A spokesman for the Justice Department’s Criminal Division told a Senate subcommittee hearing that virtual currencies such as Bitcoin are vulnerable to organized crime.

“We have seen increasing use of such currencies by drug dealers, traffickers of child pornography, and perpetrators of large-scale fraud schemes,” Acting Assistant Attorney General Mythili Raman told Congress.

The anonymity and untraceability of digital currencies makes them ripe for crime, making law enforcement investigations significantly harder.

What’s more, the currencies have no controls in place to stop illegal activity, she said.

Raman’s testimony came before the Senate Homeland Security Committee, which held an inquiry into what they called “virtual currencies” on November 18 in Washington.
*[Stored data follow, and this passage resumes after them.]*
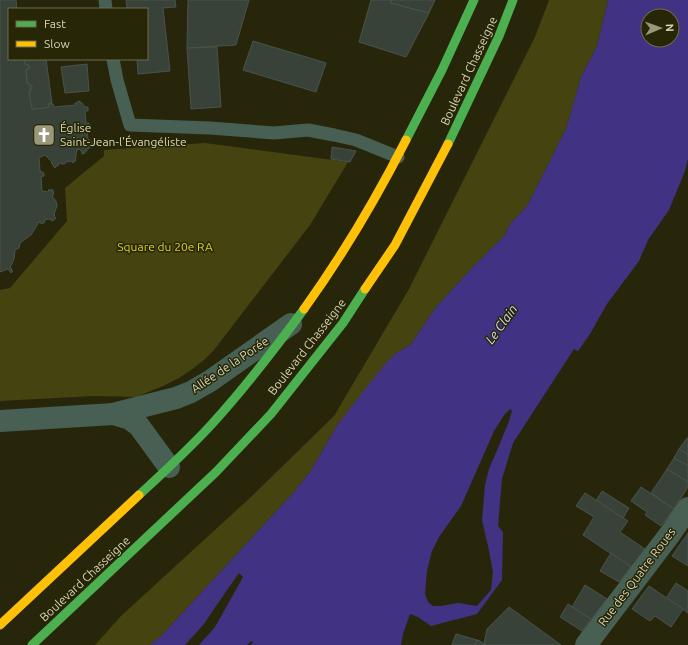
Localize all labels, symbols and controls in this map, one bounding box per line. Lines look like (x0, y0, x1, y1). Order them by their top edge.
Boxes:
legend (8, 8, 148, 60)
north arrow (640, 8, 680, 48)
street label: Boulevard Chasseigne (438, 14, 499, 127)
text: Fast (44, 17, 66, 30)
text: N (664, 23, 676, 32)
text: Slow (44, 37, 70, 50)
place label: Église Saint-Jean-l'Évangéliste (60, 121, 187, 148)
church icon: Église Saint-Jean-l'Évangéliste (31, 122, 57, 148)
park label: Square du 20e RA (117, 240, 213, 253)
street label: Boulevard Chasseigne (265, 296, 348, 397)
water label: Le Clain (482, 302, 520, 346)
street label: Allée de la Porée (189, 334, 271, 395)
street label: Rue des Quatre Roues (595, 525, 678, 628)
street label: Boulevard Chasseigne (37, 534, 132, 624)

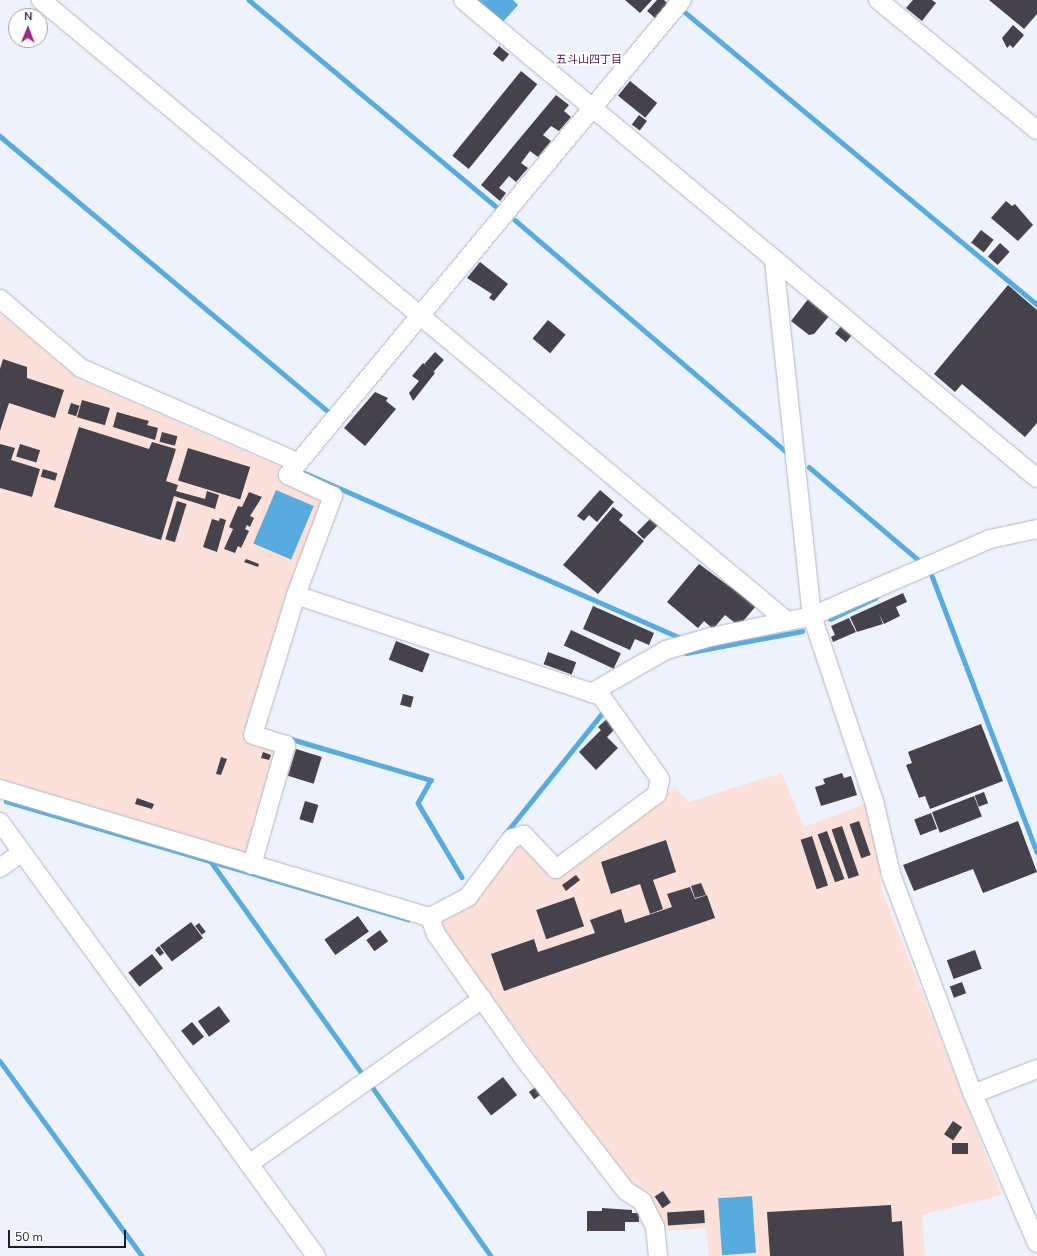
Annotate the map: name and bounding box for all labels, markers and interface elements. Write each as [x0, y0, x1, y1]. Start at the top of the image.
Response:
north arrow [8, 8, 48, 48]
text: N [24, 9, 32, 24]
district label: 五斗山四丁目 [556, 53, 622, 67]
scale bar [10, 1222, 128, 1248]
text: 50 m [15, 1229, 43, 1245]

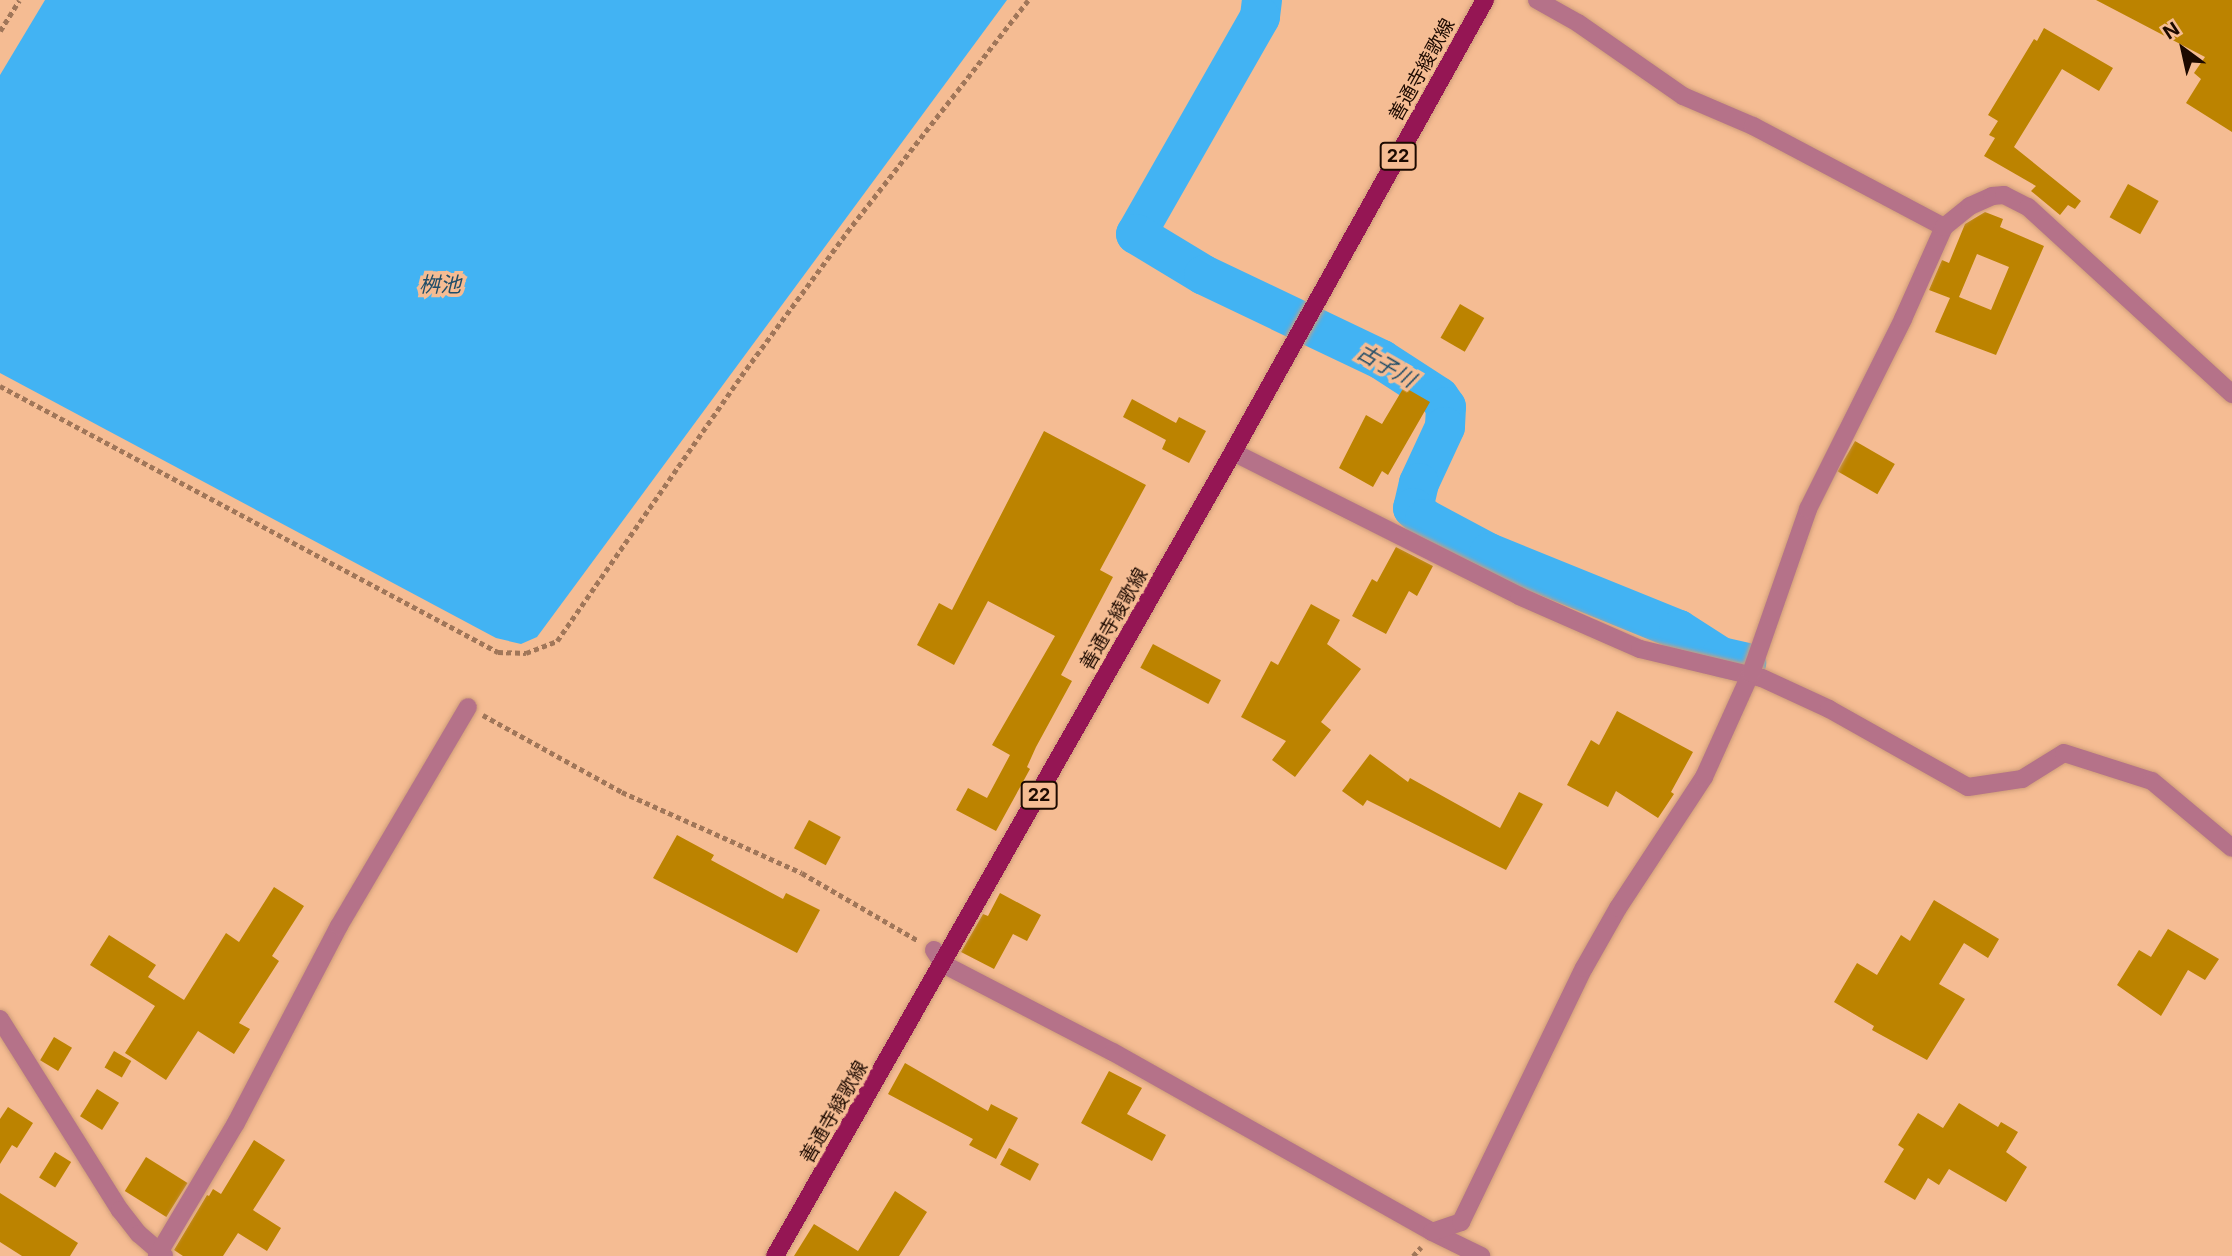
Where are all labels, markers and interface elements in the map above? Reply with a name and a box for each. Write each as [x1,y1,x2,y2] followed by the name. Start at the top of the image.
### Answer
[2148,14,2218,84] north arrow
[1384,15,1460,125] street label: 善通寺綾歌線
[2159,17,2184,45] text: N
[1379,141,1417,170] road number: 22
[419,272,461,298] water label: 桝池
[1352,339,1420,393] water label: 古子川
[1076,564,1152,674] street label: 善通寺綾歌線
[1020,780,1058,810] road number: 22
[796,1057,872,1167] street label: 善通寺綾歌線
Meanwhile, Bitcoin’s value surged to new highs as the hearing wrapped. Sen. Thomas Carper, the committee’s chair, admitted that digital currencies attracted some, scared others and “confused the heck out of the rest of us.”

Patrick Murck, from the Bitcoin Foundation, assured the committee that Bitcoin, and other digital currencies, offer benefits far beyond obscuring the actions of online criminals. The onus would be on law enforcement to keep pace, he suggested.

Thus far, state and federal governments have wrestled with many questions on digital currencies as they try to harmonize that economy with their existing regulations.

Two accounts linked to the Mt. Gox exchange were seized in May, the Silk Road was shut down in October, and the State of New York subpoenaed 22 Bitcoin businesses in August to learn about their inner workings.

Critics argue this has had a chilling effect on innovations in this space Stateside, and the US is losing its ability to be competitive in a rapidly developing global economy.

To be sure, Silk Road copycats have popped up around the deeper parts of the web.

Government interest and Bitcoin’s value could be locked in a temporary upward spiral. As the government presses further, many investors could see this as an indication that the cryptocurrency is gaining legitimacy and start buying more at higher prices. With increased value and activity will come greater government scrutiny.

The surge in Bitcoin’s asking price following the hearing reflects this trend. As soon as US senators identified Bitcoin as a “legitimate” currency that was not inherently illegal, prices started to rise. Trading that day hit a low of around $600, just as the hearing began, to about $788 shortly after the hearing.

A second hearing was scheduled for the following day in Washington.